Imagine giving your all; your nights, your weekends and even your sleep to something and not seeing your return for days, weeks, months, or even years. You spend the dreams of your days and nights working, thinking, and re-imagining dilemmas, new approaches, and ideas for this thing. But, nothing gives. All that stands is what you’ve given and there’s no take off. There will sometimes be a glimmer of flight, but then it doesn’t sustain. So again, you go back to the drawing board and think, where’s the damn love?
“All men dream, but not equally. Those who dream by night in the dusty recesses of their minds, wake in the day to find that it was vanity: but the dreamers of the day are dangerous men, for they may act on their dreams with open eyes, to make them possible.” – T. E. Lawrence
Business ownership is often touted as possible for everyone, withstanding through time, passion inducing, exciting, and even sexy. But, just like that ex, it’s got no love for you. A small business does not care how much time or energy you’ve given. It doesn’t care that you’ve told everyone you love about them. It doesn’t care that you have given the most precious thing a human can: time. It does not care that you have the education, experience, network, capital, or drive. It’ll take, and take, and take and look at you like any parasite does: pathetic.
About two years ago my father and I prepared for two weeks for a major bid submission. It was two weeks of 12-14 hour days mulling over contracts, cost analysis, vendor research, and combing through verbiage. I ended up sick during this time and between the piles of tissues, stacks of documents, and going cross eyed we treaded on. By the end of our submission we were wiped. We stood back and looked at the marvel. We felt so proud. This bid was our baby and we just loved the damn thing.
A year later that baby looked at us brand new and rejected us. Yes, sir. We did not win that bloody bid and we felt so defeated. We gave it our all; our snot, sweat, and tears and we lost. How? I mean, we were perfect for it, in every possible way. It was going to be our major break. We prayed over it, our family prayed over it, our friends did as well. And there it went: our time, energy, and hopes. In the weeks following we heard of other competitors who won and couldn’t help but wonder, “but they couldn’t love or treat you better than we could”. Ha!
All jokes aside, we heard that the bid was a bust and that those who won were being paid very little and being enforced by rules and regulations that were strict and daunting. Reimbursement for services would allow most to break even and the demographic was not necessarily desirable. In the end, the loss was a win.
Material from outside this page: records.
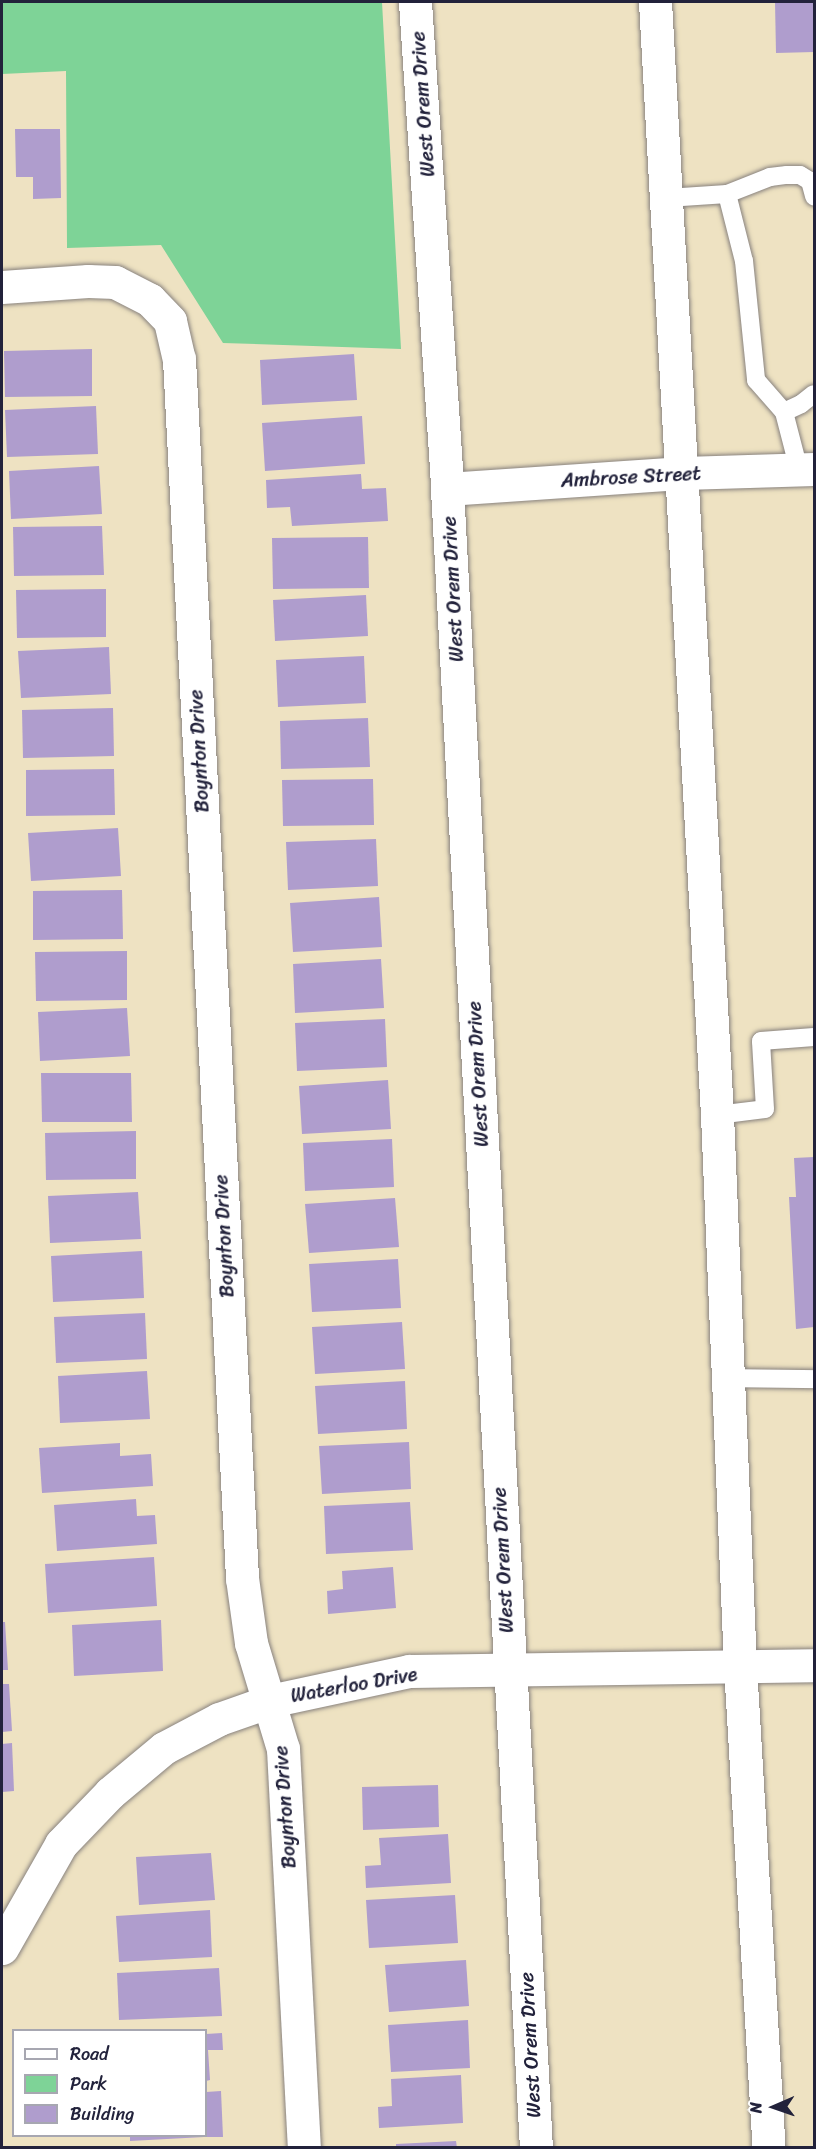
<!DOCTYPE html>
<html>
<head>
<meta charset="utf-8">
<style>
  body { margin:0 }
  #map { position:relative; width:816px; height:2149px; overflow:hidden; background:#eee2c2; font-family:Sriracha,sans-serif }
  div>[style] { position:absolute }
  .green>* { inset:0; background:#7ed397 }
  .building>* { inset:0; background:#af9dcd }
  .roads { filter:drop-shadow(0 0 2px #88827e) drop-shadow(0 0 2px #88827e) }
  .service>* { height:18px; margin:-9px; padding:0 9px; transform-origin:9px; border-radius:9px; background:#fff }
  .minor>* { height:33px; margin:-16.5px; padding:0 16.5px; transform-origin:16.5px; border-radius:16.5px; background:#fff }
  .secondary>* { height:33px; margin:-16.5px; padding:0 16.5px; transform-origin:16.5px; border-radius:16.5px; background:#fff }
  span { translate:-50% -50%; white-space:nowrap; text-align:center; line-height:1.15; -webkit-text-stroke:4.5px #fff; paint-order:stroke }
  .street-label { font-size:20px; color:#22223b }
  .frame { position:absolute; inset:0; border:3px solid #22223b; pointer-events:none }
  .legend { position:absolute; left:12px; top:2029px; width:195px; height:108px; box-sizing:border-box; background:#fff; border:2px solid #a7a7b1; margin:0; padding:8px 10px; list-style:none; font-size:18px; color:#22223b }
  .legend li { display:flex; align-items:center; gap:12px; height:30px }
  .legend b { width:30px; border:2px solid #a7a7b1 }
  .north { position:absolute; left:744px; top:2077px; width:60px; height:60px; -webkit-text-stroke:4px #fff; paint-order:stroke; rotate:268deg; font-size:16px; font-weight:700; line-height:24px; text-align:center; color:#22223b }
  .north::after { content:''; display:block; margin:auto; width:21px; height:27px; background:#22223b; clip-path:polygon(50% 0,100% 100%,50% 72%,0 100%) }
</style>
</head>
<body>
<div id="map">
  <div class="green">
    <i style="clip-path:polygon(2px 2px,382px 2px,401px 349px,223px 343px,161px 245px,67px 248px,66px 71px,2px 74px)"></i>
  </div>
  <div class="building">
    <i style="clip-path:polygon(775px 2px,814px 2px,814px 52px,776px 53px)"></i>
    <i style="clip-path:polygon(15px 129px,60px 129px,61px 198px,33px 199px,33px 177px,16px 177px)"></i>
    <i style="clip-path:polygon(92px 349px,92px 396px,5px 397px,4px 351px)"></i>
    <i style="clip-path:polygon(354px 354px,357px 400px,262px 405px,260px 360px)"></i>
    <i style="clip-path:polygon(96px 406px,98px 454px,7px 457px,5px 410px)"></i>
    <i style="clip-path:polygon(362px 416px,365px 464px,265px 471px,262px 423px)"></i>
    <i style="clip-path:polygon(99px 466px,102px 514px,11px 519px,9px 471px)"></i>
    <i style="clip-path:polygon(361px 474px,362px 489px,386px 488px,388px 521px,292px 526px,290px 507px,267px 508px,266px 480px)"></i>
    <i style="clip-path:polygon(102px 526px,104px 575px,14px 576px,13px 527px)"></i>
    <i style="clip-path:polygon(368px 537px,369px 588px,273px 589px,272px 538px)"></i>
    <i style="clip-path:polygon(106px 589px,106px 637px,17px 638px,16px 590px)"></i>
    <i style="clip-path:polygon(366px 595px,368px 636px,275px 641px,273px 600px)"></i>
    <i style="clip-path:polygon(109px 647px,111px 694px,21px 698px,18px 651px)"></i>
    <i style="clip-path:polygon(364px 656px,366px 703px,278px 707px,276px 660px)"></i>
    <i style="clip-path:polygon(113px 708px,114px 756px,23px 758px,22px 710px)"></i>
    <i style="clip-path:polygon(368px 718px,370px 767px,281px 769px,280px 721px)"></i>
    <i style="clip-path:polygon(114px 769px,115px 815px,26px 816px,26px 770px)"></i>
    <i style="clip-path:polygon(373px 779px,374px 825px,283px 826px,282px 780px)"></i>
    <i style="clip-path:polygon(118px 828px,121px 876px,31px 881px,28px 833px)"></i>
    <i style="clip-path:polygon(376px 839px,378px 886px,288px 890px,286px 842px)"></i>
    <i style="clip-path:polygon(122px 890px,123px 939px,33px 940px,33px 891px)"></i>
    <i style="clip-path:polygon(379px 897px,382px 947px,293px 952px,290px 903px)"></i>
    <i style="clip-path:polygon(127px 951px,127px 1000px,36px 1001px,35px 952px)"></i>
    <i style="clip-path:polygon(381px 959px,384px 1008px,295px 1013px,293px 964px)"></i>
    <i style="clip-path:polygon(127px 1008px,130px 1056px,40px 1061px,38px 1012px)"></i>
    <i style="clip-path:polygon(385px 1019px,387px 1067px,297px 1071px,295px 1023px)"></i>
    <i style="clip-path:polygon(41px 1073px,131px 1073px,132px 1122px,42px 1122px)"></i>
    <i style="clip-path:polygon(388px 1080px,391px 1129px,302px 1134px,299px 1086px)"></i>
    <i style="clip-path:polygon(136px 1131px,136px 1179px,46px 1180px,45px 1133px)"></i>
    <i style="clip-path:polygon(392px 1139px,394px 1187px,305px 1191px,303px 1143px)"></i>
    <i style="clip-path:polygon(814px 1157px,814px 1327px,796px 1329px,789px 1197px,796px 1197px,794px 1158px)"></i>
    <i style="clip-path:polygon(138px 1192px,141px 1239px,50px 1243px,48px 1196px)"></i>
    <i style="clip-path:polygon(395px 1198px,399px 1247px,309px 1253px,305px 1204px)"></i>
    <i style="clip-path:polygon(142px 1251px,144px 1298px,53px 1302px,51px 1256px)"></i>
    <i style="clip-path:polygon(398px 1259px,401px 1308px,312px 1312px,309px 1264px)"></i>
    <i style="clip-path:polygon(145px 1313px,147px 1359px,56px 1363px,54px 1317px)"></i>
    <i style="clip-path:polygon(402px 1322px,405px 1369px,315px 1374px,312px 1327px)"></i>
    <i style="clip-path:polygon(147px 1371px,150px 1419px,60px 1423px,58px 1376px)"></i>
    <i style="clip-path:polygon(405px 1381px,407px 1429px,318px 1434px,315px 1386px)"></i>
    <i style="clip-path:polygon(409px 1442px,411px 1489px,322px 1494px,319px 1446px)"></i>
    <i style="clip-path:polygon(120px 1443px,120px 1456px,151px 1454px,153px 1486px,42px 1493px,39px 1448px)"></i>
    <i style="clip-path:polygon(136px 1499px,137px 1516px,155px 1515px,157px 1544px,57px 1551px,54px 1505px)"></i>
    <i style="clip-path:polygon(410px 1502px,413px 1550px,326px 1554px,324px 1506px)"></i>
    <i style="clip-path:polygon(154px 1557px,157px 1606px,48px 1613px,45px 1564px)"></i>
    <i style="clip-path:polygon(393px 1567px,396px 1608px,328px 1614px,327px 1591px,343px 1589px,342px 1571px)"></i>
    <i style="clip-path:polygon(161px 1620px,163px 1671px,74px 1676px,72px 1625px)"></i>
    <i style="clip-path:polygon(2px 1622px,5px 1622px,8px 1670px,2px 1670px)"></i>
    <i style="clip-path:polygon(2px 1684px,9px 1684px,12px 1731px,2px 1732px)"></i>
    <i style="clip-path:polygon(12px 1743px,14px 1791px,2px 1792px,2px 1744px)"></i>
    <i style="clip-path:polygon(438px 1785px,439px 1827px,363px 1830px,362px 1787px)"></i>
    <i style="clip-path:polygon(448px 1834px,451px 1883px,366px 1888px,365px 1866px,381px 1865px,379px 1838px)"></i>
    <i style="clip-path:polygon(211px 1853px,215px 1900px,139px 1905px,136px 1857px)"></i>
    <i style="clip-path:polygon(455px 1895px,458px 1943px,369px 1948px,366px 1900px)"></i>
    <i style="clip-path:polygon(210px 1910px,212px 1957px,119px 1962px,116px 1916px)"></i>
    <i style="clip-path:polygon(466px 1960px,469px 2006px,389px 2012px,385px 1965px)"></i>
    <i style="clip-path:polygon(219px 1968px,222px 2016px,119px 2020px,117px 1973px)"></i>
    <i style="clip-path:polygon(468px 2020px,470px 2068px,391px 2072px,388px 2025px)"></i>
    <i style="clip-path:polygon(222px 2033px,223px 2050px,208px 2050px,210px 2080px,206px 2081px,206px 2034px)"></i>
    <i style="clip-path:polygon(461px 2075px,463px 2123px,379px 2128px,378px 2107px,392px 2106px,391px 2079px)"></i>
    <i style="clip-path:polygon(221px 2091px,223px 2137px,206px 2137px,206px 2092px)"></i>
    <i style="clip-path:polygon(130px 2136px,204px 2136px,204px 2137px,130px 2141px)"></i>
    <i style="clip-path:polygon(456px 2141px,457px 2148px,396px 2148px,396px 2144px)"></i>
  </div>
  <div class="roads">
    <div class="service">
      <i style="left:727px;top:194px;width:46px;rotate:-21.6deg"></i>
      <i style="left:770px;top:177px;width:17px;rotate:-7deg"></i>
      <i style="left:787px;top:175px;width:13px"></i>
      <i style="left:800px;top:175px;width:12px;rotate:31deg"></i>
      <i style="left:810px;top:181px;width:16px;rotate:75deg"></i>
      <i style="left:667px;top:198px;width:60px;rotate:-3.8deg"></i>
      <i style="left:727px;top:194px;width:69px;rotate:75.8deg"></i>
      <i style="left:744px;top:261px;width:120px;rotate:84.2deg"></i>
      <i style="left:756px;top:380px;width:43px;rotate:48.8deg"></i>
      <i style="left:784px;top:412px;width:60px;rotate:75.5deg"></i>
      <i style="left:784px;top:412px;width:19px;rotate:-25deg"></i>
      <i style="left:801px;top:404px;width:16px;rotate:-38deg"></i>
      <i style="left:717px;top:1115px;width:48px;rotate:-7.1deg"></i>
      <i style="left:765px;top:1109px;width:68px;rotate:-93.4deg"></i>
      <i style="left:761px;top:1041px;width:53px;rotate:-4.3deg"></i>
      <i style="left:728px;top:1378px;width:86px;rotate:0.7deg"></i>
    </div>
    <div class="minor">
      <i style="left:2px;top:287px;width:86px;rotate:-4deg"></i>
      <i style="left:88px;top:281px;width:27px;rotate:2deg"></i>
      <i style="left:115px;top:282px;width:39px;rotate:27deg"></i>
      <i style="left:150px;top:300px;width:29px;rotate:46deg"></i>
      <i style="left:170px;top:321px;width:39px;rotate:77deg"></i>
      <i style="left:179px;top:359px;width:1221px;rotate:87.04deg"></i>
      <i style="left:242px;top:1578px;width:66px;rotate:82.1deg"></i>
      <i style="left:251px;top:1643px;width:111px;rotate:73.2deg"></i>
      <i style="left:283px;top:1749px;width:400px;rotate:87deg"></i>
      <i style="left:447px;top:489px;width:237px;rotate:-3.9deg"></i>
      <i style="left:683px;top:473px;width:131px;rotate:-1.7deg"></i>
      <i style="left:2px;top:1948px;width:120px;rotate:-60.4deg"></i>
      <i style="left:61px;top:1844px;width:71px;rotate:-46.1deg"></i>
      <i style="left:110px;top:1793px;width:70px;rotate:-39.8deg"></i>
      <i style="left:164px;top:1748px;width:62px;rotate:-27.8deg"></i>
      <i style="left:219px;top:1719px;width:54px;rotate:-19.4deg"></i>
      <i style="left:270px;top:1701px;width:142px;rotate:-12.2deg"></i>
      <i style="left:409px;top:1671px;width:405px;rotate:-0.8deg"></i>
    </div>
    <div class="secondary">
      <i style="left:415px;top:2px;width:488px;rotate:86.2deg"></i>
      <i style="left:447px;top:489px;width:1661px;rotate:86.93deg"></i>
      <i style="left:655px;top:2px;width:1115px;rotate:86.81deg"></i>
      <i style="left:717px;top:1115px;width:551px;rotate:87.61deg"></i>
      <i style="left:740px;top:1666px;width:483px;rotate:86.6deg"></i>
    </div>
  </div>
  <div class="street-label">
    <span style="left:423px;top:104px;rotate:-94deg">West Orem Drive</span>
    <span style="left:631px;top:477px;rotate:-3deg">Ambrose Street</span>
    <span style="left:453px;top:589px;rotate:-93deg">West Orem Drive</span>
    <span style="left:199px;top:751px;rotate:-93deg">Boynton Drive</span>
    <span style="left:478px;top:1074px;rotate:-93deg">West Orem Drive</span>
    <span style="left:224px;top:1236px;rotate:-93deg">Boynton Drive</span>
    <span style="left:503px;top:1560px;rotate:-93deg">West Orem Drive</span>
    <span style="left:354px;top:1685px;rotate:-10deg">Waterloo Drive</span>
    <span style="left:285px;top:1807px;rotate:-94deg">Boynton Drive</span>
    <span style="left:530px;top:2045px;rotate:-93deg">West Orem Drive</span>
  </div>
  <div class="frame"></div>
  <ul class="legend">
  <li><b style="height:8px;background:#fff"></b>Road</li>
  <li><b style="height:16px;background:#7ed397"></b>Park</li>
  <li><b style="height:16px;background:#af9dcd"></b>Building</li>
  </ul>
  <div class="north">N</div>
</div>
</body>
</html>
All that time and energy we put in, the several months after we remained faithful and envisioned a future with this win, and in the end it served us better to be without it.
The moment we let go other opportunities and contracts became available. And, because of the crash course we experienced, we shaped up our own policies and procedures. The experience made us better, and in the end we were rewarded with better opportunities because of how we grew from the experience. It’s funny, because now, if offered to us on a silver platter, we’d kindly decline that bid. Maybe not kindly, but we’ve got better having to do less. So, bye.
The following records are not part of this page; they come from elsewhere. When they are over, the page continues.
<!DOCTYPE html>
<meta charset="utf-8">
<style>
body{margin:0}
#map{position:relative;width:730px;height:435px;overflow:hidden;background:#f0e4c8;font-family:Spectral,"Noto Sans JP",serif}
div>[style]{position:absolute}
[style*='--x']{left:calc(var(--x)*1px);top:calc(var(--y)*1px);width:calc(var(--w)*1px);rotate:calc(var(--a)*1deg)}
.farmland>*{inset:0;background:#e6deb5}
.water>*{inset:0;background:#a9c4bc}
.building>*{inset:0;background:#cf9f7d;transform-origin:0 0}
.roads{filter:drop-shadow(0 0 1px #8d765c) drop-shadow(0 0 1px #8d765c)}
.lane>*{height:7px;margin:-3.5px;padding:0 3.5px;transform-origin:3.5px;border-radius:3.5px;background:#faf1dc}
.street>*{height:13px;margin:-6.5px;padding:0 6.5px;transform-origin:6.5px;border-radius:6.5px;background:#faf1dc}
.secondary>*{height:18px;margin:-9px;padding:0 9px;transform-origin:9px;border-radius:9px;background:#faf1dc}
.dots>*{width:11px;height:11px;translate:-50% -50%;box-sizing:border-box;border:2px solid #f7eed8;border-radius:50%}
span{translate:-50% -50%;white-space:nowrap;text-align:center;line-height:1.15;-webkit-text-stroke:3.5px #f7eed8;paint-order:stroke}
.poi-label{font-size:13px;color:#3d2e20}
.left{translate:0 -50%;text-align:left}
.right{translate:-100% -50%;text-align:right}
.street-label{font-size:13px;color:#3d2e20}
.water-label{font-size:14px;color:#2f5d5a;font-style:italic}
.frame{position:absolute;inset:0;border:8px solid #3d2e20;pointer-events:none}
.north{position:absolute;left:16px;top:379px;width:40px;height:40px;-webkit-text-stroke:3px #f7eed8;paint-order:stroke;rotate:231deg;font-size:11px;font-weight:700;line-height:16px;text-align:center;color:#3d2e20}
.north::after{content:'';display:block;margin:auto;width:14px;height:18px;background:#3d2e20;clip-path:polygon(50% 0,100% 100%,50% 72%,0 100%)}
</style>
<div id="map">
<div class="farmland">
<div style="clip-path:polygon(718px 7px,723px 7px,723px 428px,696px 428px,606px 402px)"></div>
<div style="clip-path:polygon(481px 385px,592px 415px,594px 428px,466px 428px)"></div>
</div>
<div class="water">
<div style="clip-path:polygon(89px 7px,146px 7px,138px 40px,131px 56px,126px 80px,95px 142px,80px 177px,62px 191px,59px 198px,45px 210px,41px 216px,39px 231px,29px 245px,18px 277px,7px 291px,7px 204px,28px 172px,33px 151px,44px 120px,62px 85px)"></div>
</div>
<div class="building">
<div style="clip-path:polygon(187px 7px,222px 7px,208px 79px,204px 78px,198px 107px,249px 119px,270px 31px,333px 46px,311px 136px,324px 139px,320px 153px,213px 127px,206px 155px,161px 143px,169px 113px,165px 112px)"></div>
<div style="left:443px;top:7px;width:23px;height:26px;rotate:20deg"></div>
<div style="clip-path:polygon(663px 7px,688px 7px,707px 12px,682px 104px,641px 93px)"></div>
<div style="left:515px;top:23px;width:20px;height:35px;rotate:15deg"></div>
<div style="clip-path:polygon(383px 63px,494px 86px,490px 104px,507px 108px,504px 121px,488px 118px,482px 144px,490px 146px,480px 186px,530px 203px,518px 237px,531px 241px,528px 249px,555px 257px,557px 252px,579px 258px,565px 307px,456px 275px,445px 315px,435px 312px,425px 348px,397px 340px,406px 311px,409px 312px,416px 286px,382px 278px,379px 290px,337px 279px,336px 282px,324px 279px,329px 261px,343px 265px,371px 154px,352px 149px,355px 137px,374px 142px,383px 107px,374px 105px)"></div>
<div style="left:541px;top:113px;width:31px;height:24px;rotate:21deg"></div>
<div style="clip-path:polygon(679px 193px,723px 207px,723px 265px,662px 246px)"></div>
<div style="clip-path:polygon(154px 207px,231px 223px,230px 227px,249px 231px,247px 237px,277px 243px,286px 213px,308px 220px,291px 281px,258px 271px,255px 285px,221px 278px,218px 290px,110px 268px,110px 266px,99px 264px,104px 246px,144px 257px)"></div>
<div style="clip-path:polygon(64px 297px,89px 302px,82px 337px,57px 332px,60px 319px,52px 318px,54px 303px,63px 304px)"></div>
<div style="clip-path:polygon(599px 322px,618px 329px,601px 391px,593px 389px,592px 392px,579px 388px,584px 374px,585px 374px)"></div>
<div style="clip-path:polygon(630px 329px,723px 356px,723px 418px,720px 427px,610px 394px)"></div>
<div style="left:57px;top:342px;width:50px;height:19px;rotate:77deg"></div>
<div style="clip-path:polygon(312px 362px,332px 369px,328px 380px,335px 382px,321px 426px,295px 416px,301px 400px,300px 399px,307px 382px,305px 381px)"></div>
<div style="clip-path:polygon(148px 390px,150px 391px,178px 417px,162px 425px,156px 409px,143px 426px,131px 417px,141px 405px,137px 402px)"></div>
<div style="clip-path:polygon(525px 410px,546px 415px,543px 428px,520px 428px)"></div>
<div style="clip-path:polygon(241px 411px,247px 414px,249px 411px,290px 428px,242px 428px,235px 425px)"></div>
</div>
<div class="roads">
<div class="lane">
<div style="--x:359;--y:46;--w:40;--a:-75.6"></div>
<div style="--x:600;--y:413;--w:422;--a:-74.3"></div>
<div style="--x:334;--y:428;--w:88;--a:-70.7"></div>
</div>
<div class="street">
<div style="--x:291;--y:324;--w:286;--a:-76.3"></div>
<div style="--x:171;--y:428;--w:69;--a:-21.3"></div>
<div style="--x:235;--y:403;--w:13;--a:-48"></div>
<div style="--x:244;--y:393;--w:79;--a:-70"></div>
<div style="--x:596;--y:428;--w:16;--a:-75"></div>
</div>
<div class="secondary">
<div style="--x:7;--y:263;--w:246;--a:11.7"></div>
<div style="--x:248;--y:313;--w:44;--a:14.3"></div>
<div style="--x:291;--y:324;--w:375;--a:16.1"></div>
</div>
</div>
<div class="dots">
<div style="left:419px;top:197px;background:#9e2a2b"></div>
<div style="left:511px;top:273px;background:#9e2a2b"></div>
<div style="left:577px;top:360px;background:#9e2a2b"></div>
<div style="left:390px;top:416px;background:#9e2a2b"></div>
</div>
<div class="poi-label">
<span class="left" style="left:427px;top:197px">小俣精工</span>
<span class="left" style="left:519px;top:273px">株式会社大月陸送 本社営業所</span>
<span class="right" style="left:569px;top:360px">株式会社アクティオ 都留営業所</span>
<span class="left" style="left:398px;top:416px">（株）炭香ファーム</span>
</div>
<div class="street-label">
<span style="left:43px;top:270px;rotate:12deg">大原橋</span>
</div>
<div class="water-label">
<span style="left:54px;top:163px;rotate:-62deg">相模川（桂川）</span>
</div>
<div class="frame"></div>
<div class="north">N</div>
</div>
“Perfect behavior is born of complete indifference. Perhaps this is why we always love madly someone who treats us with indifference.” -Cesare Pavese
I believe, this is often why so many business go bust within the first few years. You cannot unwaveringly love someone without knowing them to their core. In business terms you’ve got to know the industry, you have to know the market, you’ve got to offer something new or different, you’ve got to have the startup or be willing to work for free, and finally have the kind of focus and ethics that will ingratiate you to not only your consumer base but any partnerships you forge within or outside of your business. Just like you know that love like the back of your hand, you must have a command of your industry. You know who that person may be seeing or have an interest in; know your competitors and what they offer. You know that your ex is a compulsive liar; market on that weakness and market integrity as your leverage.
The business itself has eventually learned some reciprocity. The toxic relationship it once was is now turning a bend and offering a return for our tireless commitment. But it’s a love not meant for everyone. It’s an endless endeavor that carries you beyond the computer screen and into your bed. It’s there in the meals you miss, the social activities you cannot go to, the bottles of wine you empty, and arguments you regret. It’s there, a pit in your stomach, that you cannot pass. Entrepreneurship is for the unrelenting; for the kind of formidable force that will not recoil at “no” and retain hope in the face of seeming failure. It’s an endeavor not for most for it’s a love that even when seemingly won, requires constant attention.
If in the face of failure you leave and look elsewhere, a 9-5 working under Bob or Sue may be better for you. Otherwise, if picking back up and taking failure as leverage excites you like the sadist you are, entrepreneurship is an adventure to eventually grip the reigns of. A love to not see as hopeless, but always on the horizon.